I’ve been incredibly lucky. As a kid, I was told by my father that you meet the same people on the elevator of life going up as you do coming down, and there are people who are not going to be as fortunate or as lucky as I have been. I do not get success confused with the fact that there is luck involved, whether it be situational luck, or opportunities that opened up. That is why it is important to give to those who need it. We have done some things in China after the earthquake in Chengdu in the form of scholarships, etc., but I do believe charity has to start at home. We’ve done a lot in this country to help the poor – those in need of financial aid for education – and for environmental and nature conservation.
I feel that the environment and culture are very important.

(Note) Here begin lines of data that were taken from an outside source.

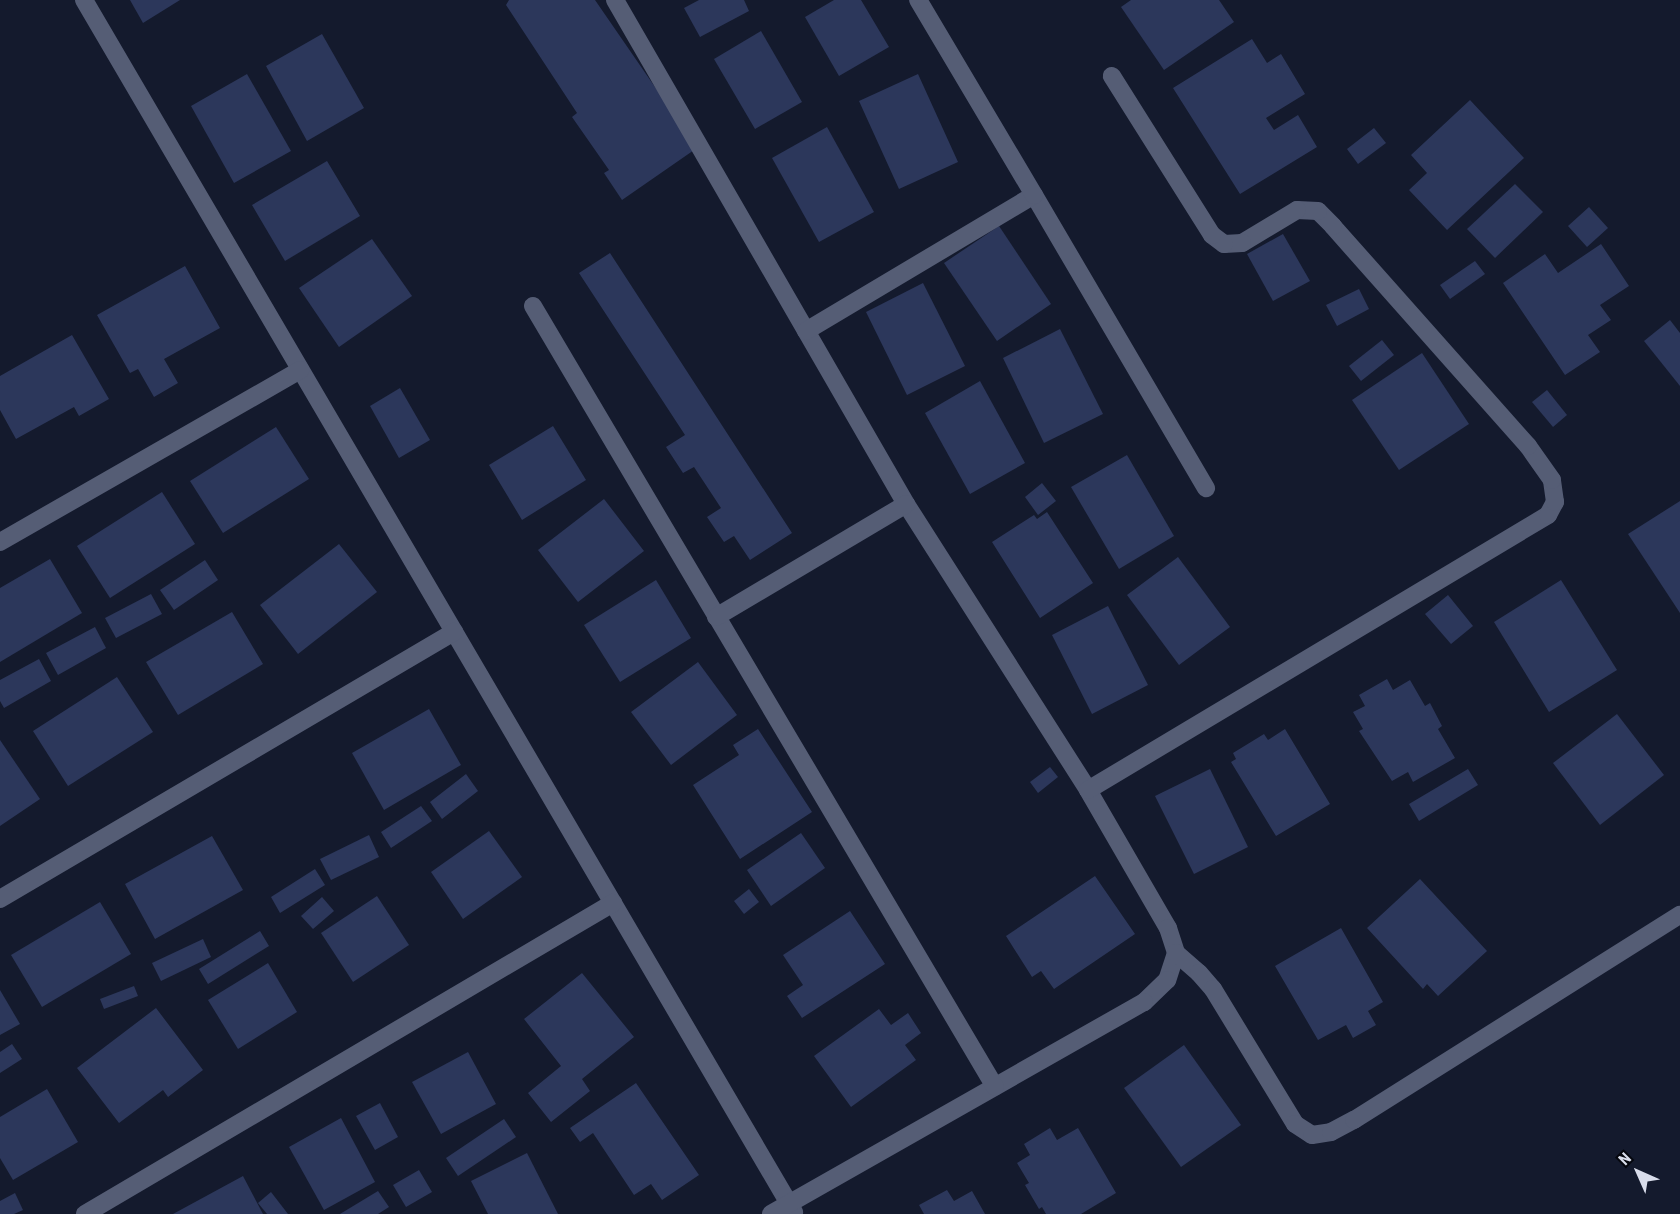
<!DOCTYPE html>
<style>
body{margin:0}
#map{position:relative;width:1680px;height:1214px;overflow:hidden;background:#141a2d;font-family:"Roboto Condensed",sans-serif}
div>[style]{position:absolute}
.building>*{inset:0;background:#2c375b}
.minor>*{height:18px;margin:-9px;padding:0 9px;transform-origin:9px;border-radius:9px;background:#555d75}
span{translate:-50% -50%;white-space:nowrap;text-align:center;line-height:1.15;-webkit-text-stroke:5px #04060d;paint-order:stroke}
.north{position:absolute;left:1608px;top:1142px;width:60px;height:60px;-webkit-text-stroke:4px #04060d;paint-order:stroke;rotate:315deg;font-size:16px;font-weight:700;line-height:24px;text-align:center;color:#d9ddeb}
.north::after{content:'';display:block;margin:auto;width:21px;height:27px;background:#d9ddeb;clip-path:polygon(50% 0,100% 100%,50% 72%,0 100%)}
</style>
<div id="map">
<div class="building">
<i style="clip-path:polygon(130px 0,180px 0,143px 23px)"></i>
<i style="clip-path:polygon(509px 0,595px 0,697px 148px,622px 200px,604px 173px,609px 170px,572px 117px,577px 113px,506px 5px)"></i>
<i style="clip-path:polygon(699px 0,744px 0,749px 11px,700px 37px,684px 8px)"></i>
<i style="clip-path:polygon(834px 0,861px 0,889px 47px,839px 76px,805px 17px)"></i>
<i style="clip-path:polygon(1131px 0,1219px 0,1234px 22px,1164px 70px,1121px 7px)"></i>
<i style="clip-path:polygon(761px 31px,802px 102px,755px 129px,714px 59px)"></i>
<i style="clip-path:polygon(322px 34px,364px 108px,307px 141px,266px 66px)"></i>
<i style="clip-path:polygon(1252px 39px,1267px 63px,1281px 54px,1305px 94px,1266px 118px,1274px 130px,1298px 115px,1317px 147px,1240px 194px,1173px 88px)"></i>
<i style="clip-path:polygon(247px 74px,291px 151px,234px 183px,191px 106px)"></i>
<i style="clip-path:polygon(918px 74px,958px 162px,899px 189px,859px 101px)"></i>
<i style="clip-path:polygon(1470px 100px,1524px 158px,1447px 230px,1409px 190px,1427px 173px,1411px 155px)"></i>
<i style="clip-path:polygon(827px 127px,874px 212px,819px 242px,772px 158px)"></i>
<i style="clip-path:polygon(1374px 128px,1386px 143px,1358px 164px,1347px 149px)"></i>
<i style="clip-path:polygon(327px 161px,360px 216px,285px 261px,252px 205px)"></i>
<i style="clip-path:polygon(1515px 184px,1543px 212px,1495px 258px,1467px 229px)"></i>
<i style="clip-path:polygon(1589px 207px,1608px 228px,1587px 247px,1568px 226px)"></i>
<i style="clip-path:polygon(999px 226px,1051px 304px,997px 341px,944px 263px)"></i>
<i style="clip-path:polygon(1283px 234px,1310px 281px,1273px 301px,1247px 254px)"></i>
<i style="clip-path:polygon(372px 239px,412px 296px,339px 347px,299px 288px)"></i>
<i style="clip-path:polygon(1601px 244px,1629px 286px,1600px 305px,1611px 320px,1588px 335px,1600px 352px,1565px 375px,1503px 283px,1545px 254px,1558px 273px)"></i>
<i style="clip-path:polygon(610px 253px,792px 533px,750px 560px,734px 536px,724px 542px,707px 517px,721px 508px,694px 467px,683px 473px,666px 447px,685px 435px,579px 273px)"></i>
<i style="clip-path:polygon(1475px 261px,1485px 274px,1450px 299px,1440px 285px)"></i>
<i style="clip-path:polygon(185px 266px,220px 328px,164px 359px,178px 383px,154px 397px,138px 369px,130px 373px,97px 315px)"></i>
<i style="clip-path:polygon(923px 283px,965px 366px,907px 395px,866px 312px)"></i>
<i style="clip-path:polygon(1359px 289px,1369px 309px,1337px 326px,1326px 305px)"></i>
<i style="clip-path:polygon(1670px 320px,1680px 333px,1680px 386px,1644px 341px)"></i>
<i style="clip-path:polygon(1060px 329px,1103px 414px,1044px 443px,1003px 358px)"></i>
<i style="clip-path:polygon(72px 335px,109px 399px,79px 416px,74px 407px,16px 439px,0 410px,0 376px)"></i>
<i style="clip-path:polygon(1382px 340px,1394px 355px,1361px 381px,1349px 366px)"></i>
<i style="clip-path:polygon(1422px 353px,1469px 424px,1399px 470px,1352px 400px)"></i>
<i style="clip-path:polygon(980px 381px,1025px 463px,970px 494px,925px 413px)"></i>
<i style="clip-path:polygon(400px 388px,430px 440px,399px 458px,370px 406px)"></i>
<i style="clip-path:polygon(1547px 390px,1567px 415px,1553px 427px,1532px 402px)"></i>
<i style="clip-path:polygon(553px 426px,586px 480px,522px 520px,489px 465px)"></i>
<i style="clip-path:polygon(276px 427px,309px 479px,223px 533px,190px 481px)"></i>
<i style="clip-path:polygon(1127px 455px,1174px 536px,1119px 569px,1071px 487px)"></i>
<i style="clip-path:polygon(1042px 483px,1056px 501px,1038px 515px,1025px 497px)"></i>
<i style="clip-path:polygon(162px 492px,195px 544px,110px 598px,77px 546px)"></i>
<i style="clip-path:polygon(604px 499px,644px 551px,578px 602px,538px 550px)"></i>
<i style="clip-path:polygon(1680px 501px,1680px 613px,1628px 534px)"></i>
<i style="clip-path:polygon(1047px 512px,1093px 583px,1040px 618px,992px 542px,1034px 515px,1037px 519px)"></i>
<i style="clip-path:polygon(339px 544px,377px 592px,298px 654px,260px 605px)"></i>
<i style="clip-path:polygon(1178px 557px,1230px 627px,1179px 665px,1127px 595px)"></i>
<i style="clip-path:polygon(50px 559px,82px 613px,0 662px,0 588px)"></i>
<i style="clip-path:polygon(205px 560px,218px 580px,174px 610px,160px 590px)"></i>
<i style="clip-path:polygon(656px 580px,691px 638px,620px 682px,584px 625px)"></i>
<i style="clip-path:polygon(1561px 580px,1617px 670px,1549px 712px,1494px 622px)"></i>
<i style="clip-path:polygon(151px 594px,162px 614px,116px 638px,105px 618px)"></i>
<i style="clip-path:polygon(1448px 595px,1473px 626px,1451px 644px,1425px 614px)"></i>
<i style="clip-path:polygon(1108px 606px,1148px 685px,1092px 714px,1052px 635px)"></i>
<i style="clip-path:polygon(232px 612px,263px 664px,178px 715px,146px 662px)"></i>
<i style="clip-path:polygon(95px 627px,106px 648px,58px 675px,46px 653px)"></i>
<i style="clip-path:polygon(39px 659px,51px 681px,4px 708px,0 701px,0 680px)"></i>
<i style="clip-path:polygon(698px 662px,737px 715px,671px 765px,631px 712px)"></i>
<i style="clip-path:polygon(117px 677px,153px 732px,68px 786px,33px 731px)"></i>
<i style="clip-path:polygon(1387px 679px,1393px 690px,1410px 680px,1425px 706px,1430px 703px,1442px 726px,1438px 729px,1455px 758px,1413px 782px,1408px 772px,1392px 781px,1359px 731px,1363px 729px,1353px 712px,1365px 706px,1359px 695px)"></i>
<i style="clip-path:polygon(429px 709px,461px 765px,384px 810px,352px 753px)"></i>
<i style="clip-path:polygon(1617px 714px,1664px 775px,1600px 825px,1553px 763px)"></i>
<i style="clip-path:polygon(758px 729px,812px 812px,740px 859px,693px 785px,739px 755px,733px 745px)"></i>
<i style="clip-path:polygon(1285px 729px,1330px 804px,1276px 836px,1231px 762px,1236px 759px,1233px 753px,1264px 734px,1268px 740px)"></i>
<i style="clip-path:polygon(0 740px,40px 799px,0 826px)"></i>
<i style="clip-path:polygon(1050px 767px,1058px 777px,1038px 793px,1030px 782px)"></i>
<i style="clip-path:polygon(1210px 769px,1248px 847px,1194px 874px,1155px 796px)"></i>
<i style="clip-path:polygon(1468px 769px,1478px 785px,1419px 821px,1409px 804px)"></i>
<i style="clip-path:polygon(466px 774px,478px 791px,442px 819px,430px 802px)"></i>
<i style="clip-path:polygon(421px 806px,432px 821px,391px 848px,381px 832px)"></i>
<i style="clip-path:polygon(489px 831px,522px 877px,463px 919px,431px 872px)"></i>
<i style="clip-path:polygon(801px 833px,825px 868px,771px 906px,747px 870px)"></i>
<i style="clip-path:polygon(369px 835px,379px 857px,331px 880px,320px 859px)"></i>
<i style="clip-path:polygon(212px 836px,243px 890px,155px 939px,125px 884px)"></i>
<i style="clip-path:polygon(315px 869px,325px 885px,280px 913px,271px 897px)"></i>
<i style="clip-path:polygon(1095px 876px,1135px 934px,1054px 989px,1041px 971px,1032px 977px,1006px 936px)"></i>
<i style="clip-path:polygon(1420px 879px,1487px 951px,1438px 996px,1427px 984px,1423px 989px,1367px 928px)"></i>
<i style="clip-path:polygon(749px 889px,759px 902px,744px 914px,734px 901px)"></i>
<i style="clip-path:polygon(377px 896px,409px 945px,353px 982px,321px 933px)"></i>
<i style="clip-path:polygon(322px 897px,334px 911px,313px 929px,301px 916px)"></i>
<i style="clip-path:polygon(100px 902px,131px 954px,42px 1007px,11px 955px)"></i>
<i style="clip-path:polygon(850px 911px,885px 964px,802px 1018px,787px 996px,803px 985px,783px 955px)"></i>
<i style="clip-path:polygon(1341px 928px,1383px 1002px,1368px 1011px,1376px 1025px,1353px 1038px,1346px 1025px,1318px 1040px,1275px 966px)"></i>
<i style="clip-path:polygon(260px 931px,269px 946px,208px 984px,199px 969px)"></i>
<i style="clip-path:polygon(203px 939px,211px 957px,161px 981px,152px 963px)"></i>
<i style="clip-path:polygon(268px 963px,297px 1012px,238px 1049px,208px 1000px)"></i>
<i style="clip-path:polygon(582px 973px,634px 1037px,582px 1079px,590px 1091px,551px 1122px,528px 1093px,561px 1066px,524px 1019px)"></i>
<i style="clip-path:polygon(134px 986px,138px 996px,104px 1009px,100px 999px)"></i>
<i style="clip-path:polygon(0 990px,20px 1024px,0 1035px)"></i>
<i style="clip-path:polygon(156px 1008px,203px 1070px,168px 1097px,163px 1090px,119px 1123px,77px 1068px)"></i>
<i style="clip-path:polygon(879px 1009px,891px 1025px,908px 1013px,921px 1033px,905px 1045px,916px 1060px,851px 1107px,814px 1056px)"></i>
<i style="clip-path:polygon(12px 1044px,22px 1059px,0 1073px,0 1052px)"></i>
<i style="clip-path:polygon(1184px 1045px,1241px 1125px,1181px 1167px,1124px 1088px)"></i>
<i style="clip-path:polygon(468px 1052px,496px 1104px,441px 1134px,412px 1082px)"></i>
<i style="clip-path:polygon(636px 1083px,699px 1175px,662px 1200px,651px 1184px,634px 1195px,593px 1133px,580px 1142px,570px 1128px)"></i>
<i style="clip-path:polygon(47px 1089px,78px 1142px,13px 1180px,0 1158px,0 1117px)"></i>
<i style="clip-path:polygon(380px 1103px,398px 1137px,375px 1150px,356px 1116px)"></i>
<i style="clip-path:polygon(341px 1118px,375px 1182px,324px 1210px,289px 1147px)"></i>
<i style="clip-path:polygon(504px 1119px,516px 1137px,458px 1176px,446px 1158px)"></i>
<i style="clip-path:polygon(1050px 1128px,1057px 1140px,1078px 1128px,1116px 1193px,1081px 1214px,1046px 1214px,1042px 1207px,1039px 1209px,1025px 1185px,1029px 1183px,1017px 1163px,1030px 1155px,1024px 1144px)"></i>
<i style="clip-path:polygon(527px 1153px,558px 1214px,488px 1214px,471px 1181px)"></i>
<i style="clip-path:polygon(419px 1170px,432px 1192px,406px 1207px,393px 1185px)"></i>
<i style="clip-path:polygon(243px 1176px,263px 1214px,173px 1214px)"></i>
<i style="clip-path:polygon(947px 1190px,954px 1201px,972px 1191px,985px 1214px,924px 1214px,919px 1205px)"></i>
<i style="clip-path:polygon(378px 1191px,389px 1207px,378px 1214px,340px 1214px)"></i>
<i style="clip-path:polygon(271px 1192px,288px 1214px,267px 1214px,258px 1203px)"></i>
<i style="clip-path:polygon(15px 1193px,23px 1210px,14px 1214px,0 1214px,0 1201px)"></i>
</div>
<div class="minor">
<i style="left:84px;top:0;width:1405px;rotate:59.64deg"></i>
<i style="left:615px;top:0;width:582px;rotate:60deg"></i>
<i style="left:906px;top:504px;width:339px;rotate:57.5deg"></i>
<i style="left:1088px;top:790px;width:160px;rotate:59.9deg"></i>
<i style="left:1168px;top:928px;width:26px;rotate:72deg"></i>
<i style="left:1176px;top:953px;width:28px;rotate:108deg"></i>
<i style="left:1167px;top:980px;width:32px;rotate:136deg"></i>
<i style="left:1144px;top:1002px;width:429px;rotate:150.4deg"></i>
<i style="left:1034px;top:195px;width:340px;rotate:59.6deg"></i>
<i style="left:533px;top:306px;width:907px;rotate:59.39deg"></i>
<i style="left:806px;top:331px;width:265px;rotate:-30.8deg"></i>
<i style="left:1034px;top:195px;width:227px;rotate:-120.7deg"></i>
<i style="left:0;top:542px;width:346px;rotate:-29.8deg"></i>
<i style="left:716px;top:617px;width:221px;rotate:-30.7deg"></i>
<i style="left:1088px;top:790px;width:536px;rotate:-30.87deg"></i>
<i style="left:1548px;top:515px;width:15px;rotate:-62deg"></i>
<i style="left:1555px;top:502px;width:22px;rotate:-98deg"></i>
<i style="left:1552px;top:480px;width:42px;rotate:-125.2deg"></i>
<i style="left:1528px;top:446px;width:294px;rotate:-131.6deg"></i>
<i style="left:1333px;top:226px;width:21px;rotate:-135deg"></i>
<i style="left:1318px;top:211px;width:21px;rotate:-177deg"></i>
<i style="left:1297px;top:210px;width:64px;rotate:149deg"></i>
<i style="left:1242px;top:243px;width:18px;rotate:177deg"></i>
<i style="left:1224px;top:244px;width:15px;rotate:-143deg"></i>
<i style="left:1212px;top:235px;width:188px;rotate:-122.2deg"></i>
<i style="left:0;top:899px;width:527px;rotate:-30.46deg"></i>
<i style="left:1176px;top:953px;width:30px;rotate:41deg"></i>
<i style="left:1199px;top:973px;width:21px;rotate:49deg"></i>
<i style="left:1213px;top:989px;width:158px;rotate:58.7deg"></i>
<i style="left:1295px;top:1124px;width:20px;rotate:33deg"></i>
<i style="left:1312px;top:1135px;width:19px;rotate:-9deg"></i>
<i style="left:1331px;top:1132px;width:26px;rotate:-28deg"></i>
<i style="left:1354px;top:1120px;width:385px;rotate:-32.2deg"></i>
<i style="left:85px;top:1214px;width:613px;rotate:-30.5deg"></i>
</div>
<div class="north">N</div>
</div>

I sit on the board at The Metropolitan Museum of Art and my wife is Chairman of The New York Botanical Garden. It is an honor to be involved in programs that provide an oasis for people in difficult times to feel like they are a part of something special. We all need a place to go to feel connected and that is why we visit gardens and why we have record attendance at the Metropolitan Museum. Much like the industrialists who were wealthy at the turn of the century and founded these important cultural centers, I believe it is our responsibility to continue the legacy of giving back to the next generation. Because if we don’t do it, who will?